Human Rights Watch's (HRW) POliticized Characterization of the Bedouin Issue in the Middle East

NGO Monitor's Detailed Analysis of "Off the Map": HRW's Politicized Characterization of the Bedouin Issue

HRW Background: (From Discover the Nework Organization website, (

"The Human Rights Watch (HRW) organization was founded in 1978 as "Helsinki Watch," to monitor the Soviet Union's compliance with the human rights provisions of the Helsinki Accords."


"Even as it documented abuses in the Soviet Union, HRW directed much of its censure in the 1980s at the United States."


"Human Rights Watch purports to be 'strictly non-partisan' in orientation and maintains that it "does not favor any political force." In practice, HRW has often operated as a partisan organization, dressing up its decidedly leftwing political preferences in the language of human rights."


"HRW also directs a disproportionate share of its criticism at Israel.
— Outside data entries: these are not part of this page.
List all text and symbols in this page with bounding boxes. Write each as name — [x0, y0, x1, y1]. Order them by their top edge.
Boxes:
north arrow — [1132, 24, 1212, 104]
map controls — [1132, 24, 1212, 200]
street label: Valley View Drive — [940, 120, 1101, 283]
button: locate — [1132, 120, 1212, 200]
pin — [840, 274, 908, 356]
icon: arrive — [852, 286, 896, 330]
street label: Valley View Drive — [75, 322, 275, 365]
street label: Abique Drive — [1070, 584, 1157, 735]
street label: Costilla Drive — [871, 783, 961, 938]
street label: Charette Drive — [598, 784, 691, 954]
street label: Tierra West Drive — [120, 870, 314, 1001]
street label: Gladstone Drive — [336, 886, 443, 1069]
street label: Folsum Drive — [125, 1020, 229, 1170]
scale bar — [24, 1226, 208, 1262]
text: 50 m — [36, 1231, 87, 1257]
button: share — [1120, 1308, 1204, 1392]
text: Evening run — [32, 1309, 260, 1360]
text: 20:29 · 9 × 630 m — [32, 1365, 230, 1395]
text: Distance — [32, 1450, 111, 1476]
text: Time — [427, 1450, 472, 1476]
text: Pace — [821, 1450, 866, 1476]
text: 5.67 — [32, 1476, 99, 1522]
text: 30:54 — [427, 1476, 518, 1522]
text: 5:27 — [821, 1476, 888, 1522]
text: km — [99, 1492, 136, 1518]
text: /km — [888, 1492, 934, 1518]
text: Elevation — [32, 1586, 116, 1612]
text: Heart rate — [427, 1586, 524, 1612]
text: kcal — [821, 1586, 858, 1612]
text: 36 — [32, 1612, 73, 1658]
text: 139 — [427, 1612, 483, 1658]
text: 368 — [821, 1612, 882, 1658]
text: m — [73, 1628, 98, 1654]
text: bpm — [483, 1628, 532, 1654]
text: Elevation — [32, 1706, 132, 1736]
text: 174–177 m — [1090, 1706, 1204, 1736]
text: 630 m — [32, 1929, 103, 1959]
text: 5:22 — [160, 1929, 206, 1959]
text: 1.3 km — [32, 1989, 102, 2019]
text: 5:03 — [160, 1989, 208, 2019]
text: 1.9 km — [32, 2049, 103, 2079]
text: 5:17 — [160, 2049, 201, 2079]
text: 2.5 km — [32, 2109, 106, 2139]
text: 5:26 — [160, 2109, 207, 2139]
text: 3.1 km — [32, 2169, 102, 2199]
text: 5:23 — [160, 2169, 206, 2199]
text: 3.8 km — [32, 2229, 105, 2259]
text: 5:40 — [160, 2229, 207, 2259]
Following an April 2002 counterterrorism operation by the Israeli military in the Palestinian refugee camp of Jenin, the organization issued a report charging that "IDF [Israeli Defense Forces] military attacks were indiscriminate," and that "Israeli forces committed serious violations of international humanitarian law, some amounting prima facie to war crimes." Contrary to HRW's charges, which echoed Palestinian propaganda, a United Nations report later exonerated the Israeli forces."

On March 31, 2008, Human Rights Watch issued a 130-page report entitled "Off the Map: Land and Housing Rights Violations in Israel's Unrecognized Bedouin Villages." NGO Monitor published an initial analysis on April 1, 2008 entitled, "HRW's Report on Israel and the Bedouin: Destructive Contribution to a Complex Problem," and has been preparing a detailed analysis of HRW's claims since then.
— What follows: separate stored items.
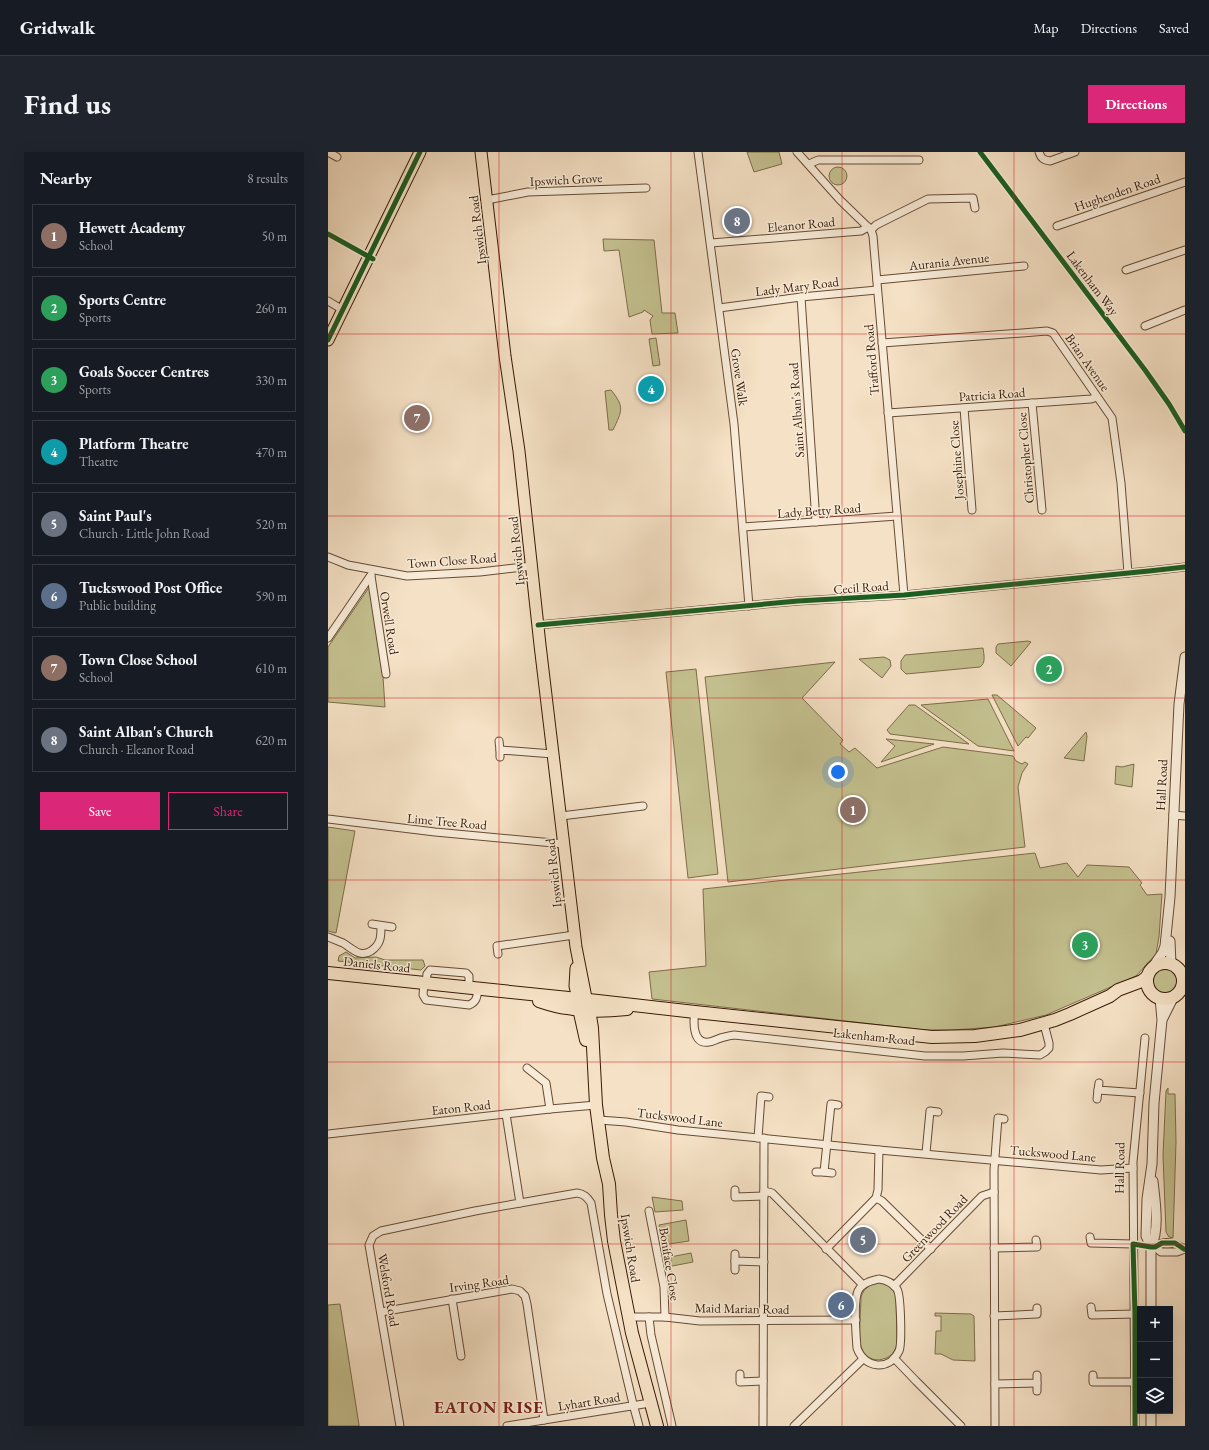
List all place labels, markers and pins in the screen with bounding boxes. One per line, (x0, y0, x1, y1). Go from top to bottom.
pin: 8 (724, 206, 750, 236)
pin: 4 (638, 374, 664, 404)
pin: 7 (404, 403, 430, 433)
pin: 2 (1036, 654, 1062, 684)
pin: 1 (840, 795, 866, 825)
pin: 3 (1072, 930, 1098, 960)
pin: 5 (850, 1225, 876, 1255)
pin: 6 (828, 1290, 854, 1320)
The report's central allegation is:

"Tens of thousands of Palestinian Arab Bedouin, the indigenous inhabitants of the Negev region, live in informal shanty towns, or 'unrecognized villages,' in the south of Israel. Discriminatory land and planning policies have made it virtually impossible for Bedouin to build legally where they live, and also exclude them from the state's development plans for the region. The state implements forced evictions, home demolitions, and other punitive measures disproportionately against Bedouin as compared with actions taken regarding structures owned by Jewish Israelis that do not conform to planning law".[1]

NGO Monitor's analysis highlights a number of serious flaws in HRW's report:


History of the Bedouin: Overview

The Bedouin come from nomadic tribes which originated in the Arabian Peninsula, but have since moved across the political boundaries of Israel, Egypt, Jordan, and other countries in the area. An accurate count of Bedouin is virtually impossible, but most sources estimate that there are currently around 170,000 Bedouin in Israel, at least 1,250,000 in Egypt, and according to the Jordanian government, the majority of Jordan's population is Bedouin, although no estimate is provided.

Land and Property Issues Regarding the Bedouin: "Off the Map" ignores and distorts Property Law and Planning Law.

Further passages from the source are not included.